Many add-ons leak. Even popular, well-written ones: in the past few months leaks have been found in Adblock Plus, Video DownloadHelper, GreaseMonkey and Firebug. That’s four of the top five add-ons on AMO! We’re now getting several reports about leaky add-ons a week; in this week’s MemShrink meeting there were four: TorButton, NoSquint, Customize Your Web, and 1Password. I strongly suspect the leaks we know about are just the tip of the iceberg.
Although leaks in add-ons are not Mozilla’s fault, they are Mozilla’s problem: Firefox gets blamed for the sins of its add-ons. And it’s not just memory consumption; the story is the same for performance in general. Here’s the quote of the week, from a user of 1Password:
I only use a handful of extensions and honestly never suspected 1P, however after disabling it I noticed my FireFox performance increased very noticibly. I’ve been running for 48 hours now without the 1P extension in Firefox and wow what a difference.

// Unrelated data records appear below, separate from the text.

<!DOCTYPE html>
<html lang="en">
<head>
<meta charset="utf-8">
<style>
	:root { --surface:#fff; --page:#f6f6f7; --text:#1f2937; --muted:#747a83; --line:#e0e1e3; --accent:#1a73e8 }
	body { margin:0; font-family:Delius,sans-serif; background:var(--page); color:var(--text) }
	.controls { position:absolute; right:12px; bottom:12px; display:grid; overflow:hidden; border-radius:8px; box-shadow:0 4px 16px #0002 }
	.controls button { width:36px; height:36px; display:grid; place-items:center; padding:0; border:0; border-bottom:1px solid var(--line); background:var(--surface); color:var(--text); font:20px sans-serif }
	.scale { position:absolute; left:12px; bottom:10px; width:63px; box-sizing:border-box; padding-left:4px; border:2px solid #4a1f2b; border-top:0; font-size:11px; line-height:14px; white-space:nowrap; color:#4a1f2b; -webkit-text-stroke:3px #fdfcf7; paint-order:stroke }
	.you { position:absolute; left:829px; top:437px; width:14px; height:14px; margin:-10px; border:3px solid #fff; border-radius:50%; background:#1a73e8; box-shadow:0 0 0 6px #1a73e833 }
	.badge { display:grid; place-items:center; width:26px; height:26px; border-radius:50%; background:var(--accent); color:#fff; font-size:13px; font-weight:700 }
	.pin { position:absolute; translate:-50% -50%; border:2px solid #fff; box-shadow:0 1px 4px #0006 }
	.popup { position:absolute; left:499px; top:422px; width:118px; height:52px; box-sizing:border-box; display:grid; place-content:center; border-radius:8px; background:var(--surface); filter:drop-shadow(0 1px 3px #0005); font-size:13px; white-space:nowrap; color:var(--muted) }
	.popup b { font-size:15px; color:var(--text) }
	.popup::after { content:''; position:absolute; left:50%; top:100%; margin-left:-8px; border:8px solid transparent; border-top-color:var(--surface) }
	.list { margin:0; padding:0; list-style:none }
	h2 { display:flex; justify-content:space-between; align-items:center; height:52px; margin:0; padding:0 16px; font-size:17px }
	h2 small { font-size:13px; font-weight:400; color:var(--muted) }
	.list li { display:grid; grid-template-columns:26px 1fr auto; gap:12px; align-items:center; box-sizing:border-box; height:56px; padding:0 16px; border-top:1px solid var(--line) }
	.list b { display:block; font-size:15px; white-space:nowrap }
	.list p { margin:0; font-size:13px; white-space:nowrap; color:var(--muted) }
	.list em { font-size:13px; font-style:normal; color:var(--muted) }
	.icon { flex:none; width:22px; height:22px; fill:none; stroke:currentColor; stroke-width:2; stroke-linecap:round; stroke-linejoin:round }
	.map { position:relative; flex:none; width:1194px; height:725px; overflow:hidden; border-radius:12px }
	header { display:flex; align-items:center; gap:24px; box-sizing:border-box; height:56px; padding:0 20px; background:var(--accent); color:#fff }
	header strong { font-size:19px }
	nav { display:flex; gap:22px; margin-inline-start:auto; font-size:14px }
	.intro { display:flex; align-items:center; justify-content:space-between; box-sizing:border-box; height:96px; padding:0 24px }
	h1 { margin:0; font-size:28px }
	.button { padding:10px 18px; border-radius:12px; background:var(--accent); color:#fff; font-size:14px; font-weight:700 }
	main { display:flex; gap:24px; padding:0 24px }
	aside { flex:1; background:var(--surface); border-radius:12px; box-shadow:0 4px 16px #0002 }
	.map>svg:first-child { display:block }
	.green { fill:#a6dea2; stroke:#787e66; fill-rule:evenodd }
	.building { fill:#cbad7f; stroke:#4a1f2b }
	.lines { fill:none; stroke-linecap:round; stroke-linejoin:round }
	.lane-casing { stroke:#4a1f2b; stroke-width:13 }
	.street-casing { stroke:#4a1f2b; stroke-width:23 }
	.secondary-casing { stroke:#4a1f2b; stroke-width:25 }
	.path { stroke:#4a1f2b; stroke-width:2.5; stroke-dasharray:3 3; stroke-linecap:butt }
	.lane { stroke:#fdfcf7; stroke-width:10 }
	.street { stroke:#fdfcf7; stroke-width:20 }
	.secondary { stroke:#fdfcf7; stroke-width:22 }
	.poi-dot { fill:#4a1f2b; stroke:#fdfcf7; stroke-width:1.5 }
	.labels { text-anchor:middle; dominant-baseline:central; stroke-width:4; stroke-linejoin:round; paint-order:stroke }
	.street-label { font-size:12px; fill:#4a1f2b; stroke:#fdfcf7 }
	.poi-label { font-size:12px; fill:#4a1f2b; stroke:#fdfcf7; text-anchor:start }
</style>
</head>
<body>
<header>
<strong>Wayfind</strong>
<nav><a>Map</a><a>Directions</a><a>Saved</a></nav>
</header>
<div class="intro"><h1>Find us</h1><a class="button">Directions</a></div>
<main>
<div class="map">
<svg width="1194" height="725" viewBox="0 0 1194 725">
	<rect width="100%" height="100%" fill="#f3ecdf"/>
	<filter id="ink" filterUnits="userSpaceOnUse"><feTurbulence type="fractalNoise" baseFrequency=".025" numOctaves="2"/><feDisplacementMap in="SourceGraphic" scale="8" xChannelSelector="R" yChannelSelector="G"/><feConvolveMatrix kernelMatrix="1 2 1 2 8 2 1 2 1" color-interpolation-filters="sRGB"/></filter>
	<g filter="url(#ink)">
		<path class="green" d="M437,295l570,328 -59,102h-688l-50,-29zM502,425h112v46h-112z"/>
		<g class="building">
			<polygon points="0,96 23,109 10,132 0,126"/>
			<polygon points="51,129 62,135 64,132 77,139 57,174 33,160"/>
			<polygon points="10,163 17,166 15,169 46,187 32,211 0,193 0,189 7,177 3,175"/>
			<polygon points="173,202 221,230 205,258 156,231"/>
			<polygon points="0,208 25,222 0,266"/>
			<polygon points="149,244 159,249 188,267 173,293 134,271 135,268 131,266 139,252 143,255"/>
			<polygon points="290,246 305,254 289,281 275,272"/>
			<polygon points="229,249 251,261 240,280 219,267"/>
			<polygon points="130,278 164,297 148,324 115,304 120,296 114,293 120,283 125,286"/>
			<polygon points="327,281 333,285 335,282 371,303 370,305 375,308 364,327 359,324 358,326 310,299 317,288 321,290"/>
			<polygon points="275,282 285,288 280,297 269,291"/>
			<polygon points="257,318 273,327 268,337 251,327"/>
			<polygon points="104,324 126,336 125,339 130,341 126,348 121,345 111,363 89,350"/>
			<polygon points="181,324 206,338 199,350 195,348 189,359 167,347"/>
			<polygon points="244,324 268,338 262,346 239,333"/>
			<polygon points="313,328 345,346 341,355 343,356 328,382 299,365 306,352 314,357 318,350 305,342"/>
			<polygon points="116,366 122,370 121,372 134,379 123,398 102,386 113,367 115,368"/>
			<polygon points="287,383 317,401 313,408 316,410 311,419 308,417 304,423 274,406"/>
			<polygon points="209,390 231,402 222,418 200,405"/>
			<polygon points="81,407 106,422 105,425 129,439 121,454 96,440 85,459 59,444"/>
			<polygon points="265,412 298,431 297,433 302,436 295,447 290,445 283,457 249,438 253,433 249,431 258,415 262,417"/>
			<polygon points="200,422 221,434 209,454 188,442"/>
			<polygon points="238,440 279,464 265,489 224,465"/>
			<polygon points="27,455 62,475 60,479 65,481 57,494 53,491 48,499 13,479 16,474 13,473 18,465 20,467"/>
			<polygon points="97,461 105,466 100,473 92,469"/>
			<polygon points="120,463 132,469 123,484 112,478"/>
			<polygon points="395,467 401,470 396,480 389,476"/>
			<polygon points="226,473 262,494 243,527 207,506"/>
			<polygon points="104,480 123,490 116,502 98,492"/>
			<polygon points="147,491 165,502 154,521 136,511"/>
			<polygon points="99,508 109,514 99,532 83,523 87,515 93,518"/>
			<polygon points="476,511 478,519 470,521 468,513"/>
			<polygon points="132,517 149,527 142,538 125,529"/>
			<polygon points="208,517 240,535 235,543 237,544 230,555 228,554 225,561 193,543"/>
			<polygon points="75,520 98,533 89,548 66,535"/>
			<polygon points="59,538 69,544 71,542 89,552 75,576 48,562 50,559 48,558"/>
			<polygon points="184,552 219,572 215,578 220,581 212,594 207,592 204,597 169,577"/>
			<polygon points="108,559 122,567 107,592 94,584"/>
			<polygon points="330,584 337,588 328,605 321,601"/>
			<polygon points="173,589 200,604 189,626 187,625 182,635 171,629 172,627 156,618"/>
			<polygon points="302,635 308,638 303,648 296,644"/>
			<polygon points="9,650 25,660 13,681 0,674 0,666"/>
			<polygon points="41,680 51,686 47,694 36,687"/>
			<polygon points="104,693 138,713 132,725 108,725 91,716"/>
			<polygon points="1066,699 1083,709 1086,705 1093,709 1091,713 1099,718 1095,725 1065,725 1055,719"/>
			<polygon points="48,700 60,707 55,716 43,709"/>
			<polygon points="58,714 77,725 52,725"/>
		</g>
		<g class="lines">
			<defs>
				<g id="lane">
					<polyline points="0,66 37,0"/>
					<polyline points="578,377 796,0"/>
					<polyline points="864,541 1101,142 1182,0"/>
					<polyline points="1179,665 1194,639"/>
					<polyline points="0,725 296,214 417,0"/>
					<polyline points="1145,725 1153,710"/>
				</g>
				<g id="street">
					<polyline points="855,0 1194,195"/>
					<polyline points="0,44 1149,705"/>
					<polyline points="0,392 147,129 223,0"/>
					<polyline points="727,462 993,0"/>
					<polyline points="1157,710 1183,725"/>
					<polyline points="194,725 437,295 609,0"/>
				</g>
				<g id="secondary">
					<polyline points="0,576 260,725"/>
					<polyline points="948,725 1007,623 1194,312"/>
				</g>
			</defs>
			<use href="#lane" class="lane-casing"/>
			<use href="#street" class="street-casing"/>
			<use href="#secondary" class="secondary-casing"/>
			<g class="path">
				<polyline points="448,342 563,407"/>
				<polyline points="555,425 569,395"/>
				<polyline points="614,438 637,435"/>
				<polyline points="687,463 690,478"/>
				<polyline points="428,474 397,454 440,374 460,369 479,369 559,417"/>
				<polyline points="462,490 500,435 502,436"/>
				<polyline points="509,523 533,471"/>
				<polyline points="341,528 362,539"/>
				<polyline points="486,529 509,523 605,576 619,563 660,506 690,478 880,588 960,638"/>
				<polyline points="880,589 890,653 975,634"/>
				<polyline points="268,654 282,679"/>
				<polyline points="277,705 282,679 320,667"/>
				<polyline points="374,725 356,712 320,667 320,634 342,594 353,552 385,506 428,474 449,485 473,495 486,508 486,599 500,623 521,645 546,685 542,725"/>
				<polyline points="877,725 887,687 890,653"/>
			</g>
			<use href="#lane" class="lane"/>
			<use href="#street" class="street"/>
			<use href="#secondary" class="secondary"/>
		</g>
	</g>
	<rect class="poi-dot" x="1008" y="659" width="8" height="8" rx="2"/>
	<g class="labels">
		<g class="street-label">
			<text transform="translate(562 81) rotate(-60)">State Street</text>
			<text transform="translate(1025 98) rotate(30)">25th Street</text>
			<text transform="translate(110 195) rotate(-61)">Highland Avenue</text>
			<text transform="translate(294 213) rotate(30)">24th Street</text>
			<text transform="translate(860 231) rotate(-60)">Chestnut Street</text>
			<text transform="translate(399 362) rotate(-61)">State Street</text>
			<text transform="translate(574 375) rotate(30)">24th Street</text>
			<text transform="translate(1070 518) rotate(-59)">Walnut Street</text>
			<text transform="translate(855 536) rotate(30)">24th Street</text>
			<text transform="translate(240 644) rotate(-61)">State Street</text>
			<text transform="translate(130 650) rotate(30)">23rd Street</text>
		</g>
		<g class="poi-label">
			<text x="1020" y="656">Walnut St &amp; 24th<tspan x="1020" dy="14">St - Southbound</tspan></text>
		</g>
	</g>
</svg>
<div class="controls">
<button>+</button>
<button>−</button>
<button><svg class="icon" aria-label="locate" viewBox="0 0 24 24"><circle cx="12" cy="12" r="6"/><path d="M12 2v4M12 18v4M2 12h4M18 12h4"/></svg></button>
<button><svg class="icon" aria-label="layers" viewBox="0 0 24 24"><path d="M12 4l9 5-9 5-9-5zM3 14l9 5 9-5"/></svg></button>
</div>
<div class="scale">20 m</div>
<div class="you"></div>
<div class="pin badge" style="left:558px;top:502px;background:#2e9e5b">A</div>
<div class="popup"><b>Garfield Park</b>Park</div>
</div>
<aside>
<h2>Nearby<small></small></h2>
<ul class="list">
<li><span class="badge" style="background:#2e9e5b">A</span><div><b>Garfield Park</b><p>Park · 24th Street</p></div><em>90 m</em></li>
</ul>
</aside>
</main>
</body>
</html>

Browsing is faster, switching is faster, memory usage is way down.
I’ve lost count of the number of stories like this that I’ve heard. How many users have we lost to Chrome because of these issues, I wonder?
(And it’s not just leaks. See this analysis of 16 add-ons and their effect on memory consumption when Firefox starts.)
One small step towards improving this situation was made this week: Jorge Villalobos and Andrew Williamson added a “check for memory leaks” item to the AMO review checklist (under “Memory leaks from content”). And Kris Maglione added some support for this checking in his Extension Test add-on. This means that add-ons with obvious memory leaks (and many of them are obvious if you are actively looking for them) will not be accepted by AMO.
So that will prevents leaks in some new add-ons and new versions of established add-ons. What about existing add-ons? One idea is that AMO could also have a flag that indicates add-ons that have known memory problems (and other performance problems). (This flag wouldn’t be an automatic thing, it would only be set once a leak has been confirmed, and after giving the author notification and some time to fix the problem.) So that would also improve things a bit.
But lots of add-ons aren’t hosted on AMO. Another idea is to have a stronger mechanism, one that informs the user if they have any add-ons installed that are known to cause high memory consumption (or other bad performance problems). There is an existing mechanism for blocking add-ons that are known to be malware or exceptionally crashy, so hopefully the warnings could piggy-back on top of that.
Then, we need a better way to detect leaky add-ons. Currently this is entirely done manually — and a couple of excellent contributors have found leaks on multiple add-ons — but I’m hoping that it’ll be possible to do a much more thorough job by analyzing telemetry data to find out which add-ons are correlated with high memory consumption. That information could be used to trigger manual checking.
Finally, once you know an add-on leaks, it’s not always easy to work out why. Tools could help a lot here, if they can be made to work well.
Conclusion
I listed six big areas for improvement. If we fixed all of these I think we’d be in a fantastic position.
Three of them (#5 better memory reporting, #4 better memory consumption tracking, #3 compacting generational GC) have people working on them and are in a good state.
Three of them (#6 better script handling, #2 better foreground image tab handling, #1 better detection and notification of leaky add-ons) don’t have people working on them, as far as I know. If you are willing and have the skills to contribute to any of these areas, please contact me!
And if you think I’ve overestimated or underestimated the importance of any issue, I’d love to hear about it. Thanks!